Avverso il decreto della corte d’appello è ammesso il ricorso in cassazione per violazione di legge da parte
del p.m., dell’interessato e del suo difensore, entro il termine di 10 giorni dalla comunicazione o
notificazione dell’avviso di deposito del provvedimento. Il ricorso è deciso entro 30 giorni. Il ricorso è
previsto solo per violazione di legge, anche se si ritiene che il ricorso sia ammissibile per tutti i motivi
indicati nell’art. 606.

Esecuzione

Se il decreto non è impugnato diviene irrevocabile ed è assistito dal principio di intangibilità del giudicato,
anche se in verità una situazione di cosa giudica in senso proprio non è da affermarsi a priori, dal momento
che sulla base di nuovi elementi di pericolosità può instaurarsi un nuovo, diverso procedimento di
prevenzione, alla stregua di una nuova considerazione della situazione di fatto sotto entrambi i profili,
personale e patrimoniale.
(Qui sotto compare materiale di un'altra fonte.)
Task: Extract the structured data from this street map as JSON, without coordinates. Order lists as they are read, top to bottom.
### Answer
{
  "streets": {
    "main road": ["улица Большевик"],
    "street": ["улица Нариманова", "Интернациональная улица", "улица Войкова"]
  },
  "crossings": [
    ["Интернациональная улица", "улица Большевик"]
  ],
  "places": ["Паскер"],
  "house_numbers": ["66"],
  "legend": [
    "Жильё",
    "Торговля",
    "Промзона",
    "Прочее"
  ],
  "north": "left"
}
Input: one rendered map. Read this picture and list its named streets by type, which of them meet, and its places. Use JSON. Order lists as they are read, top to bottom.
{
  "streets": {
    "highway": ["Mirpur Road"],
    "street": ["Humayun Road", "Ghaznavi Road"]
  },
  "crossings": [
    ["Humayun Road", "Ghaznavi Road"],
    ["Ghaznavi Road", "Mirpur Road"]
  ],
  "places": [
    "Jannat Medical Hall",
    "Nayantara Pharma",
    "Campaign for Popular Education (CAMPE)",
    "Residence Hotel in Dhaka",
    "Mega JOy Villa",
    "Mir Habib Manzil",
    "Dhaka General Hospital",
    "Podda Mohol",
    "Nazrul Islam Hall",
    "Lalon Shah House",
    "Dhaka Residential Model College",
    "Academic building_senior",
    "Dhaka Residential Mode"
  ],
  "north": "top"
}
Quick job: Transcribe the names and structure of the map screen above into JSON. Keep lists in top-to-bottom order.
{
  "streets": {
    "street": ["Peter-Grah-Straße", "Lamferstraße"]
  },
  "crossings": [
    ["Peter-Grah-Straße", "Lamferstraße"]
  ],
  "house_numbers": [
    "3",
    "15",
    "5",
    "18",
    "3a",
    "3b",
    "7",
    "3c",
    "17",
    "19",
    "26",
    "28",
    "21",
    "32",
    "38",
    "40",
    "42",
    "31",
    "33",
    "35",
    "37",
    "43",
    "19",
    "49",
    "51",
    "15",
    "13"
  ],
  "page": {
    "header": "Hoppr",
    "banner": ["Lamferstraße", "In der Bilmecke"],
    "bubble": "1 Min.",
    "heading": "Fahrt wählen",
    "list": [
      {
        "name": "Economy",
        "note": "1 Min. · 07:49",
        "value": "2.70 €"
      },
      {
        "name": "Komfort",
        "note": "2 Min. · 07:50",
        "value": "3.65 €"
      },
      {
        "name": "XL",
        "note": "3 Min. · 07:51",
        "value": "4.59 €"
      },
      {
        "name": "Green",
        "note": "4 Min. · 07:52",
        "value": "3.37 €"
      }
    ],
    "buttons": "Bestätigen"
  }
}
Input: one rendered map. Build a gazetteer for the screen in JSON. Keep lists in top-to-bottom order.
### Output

Quindi anche se è spirato il termine per impugnare o sono esauriti i gravami
diventa irrevocabilità, ma i suoi effetti risultano condizionati al permanere della pericolosità sociale del
proposto.
La irrevocabilità comporta la cessazione delle misure di prevenzione applicate in via provvisoria e degli
effetti derivanti da tale applicazione, mentre il decreto irrevocabile che applica la misura di prevenzione
diviene esecutivo.

Riabilitazione

Dopo 3 anni dalla cessazione della misura di prevenzione personale, l’interessato può chiedere la
riabilitazione. La riabilitazione è concessa, se il soggetto ha dato prova costante ed effettiva di buona
condotta, dalla corte di appello nel cui distretto ha sede l’autorità giudiziaria che dispone l’applicazione
della misura di prevenzione o dell’ultima misura di prevenzione. La riabilitazione comporta la cessazione
di tutti gli effetti pregiudizievoli riconnessi allo stato di persona sottoposta a misure di prevenzione.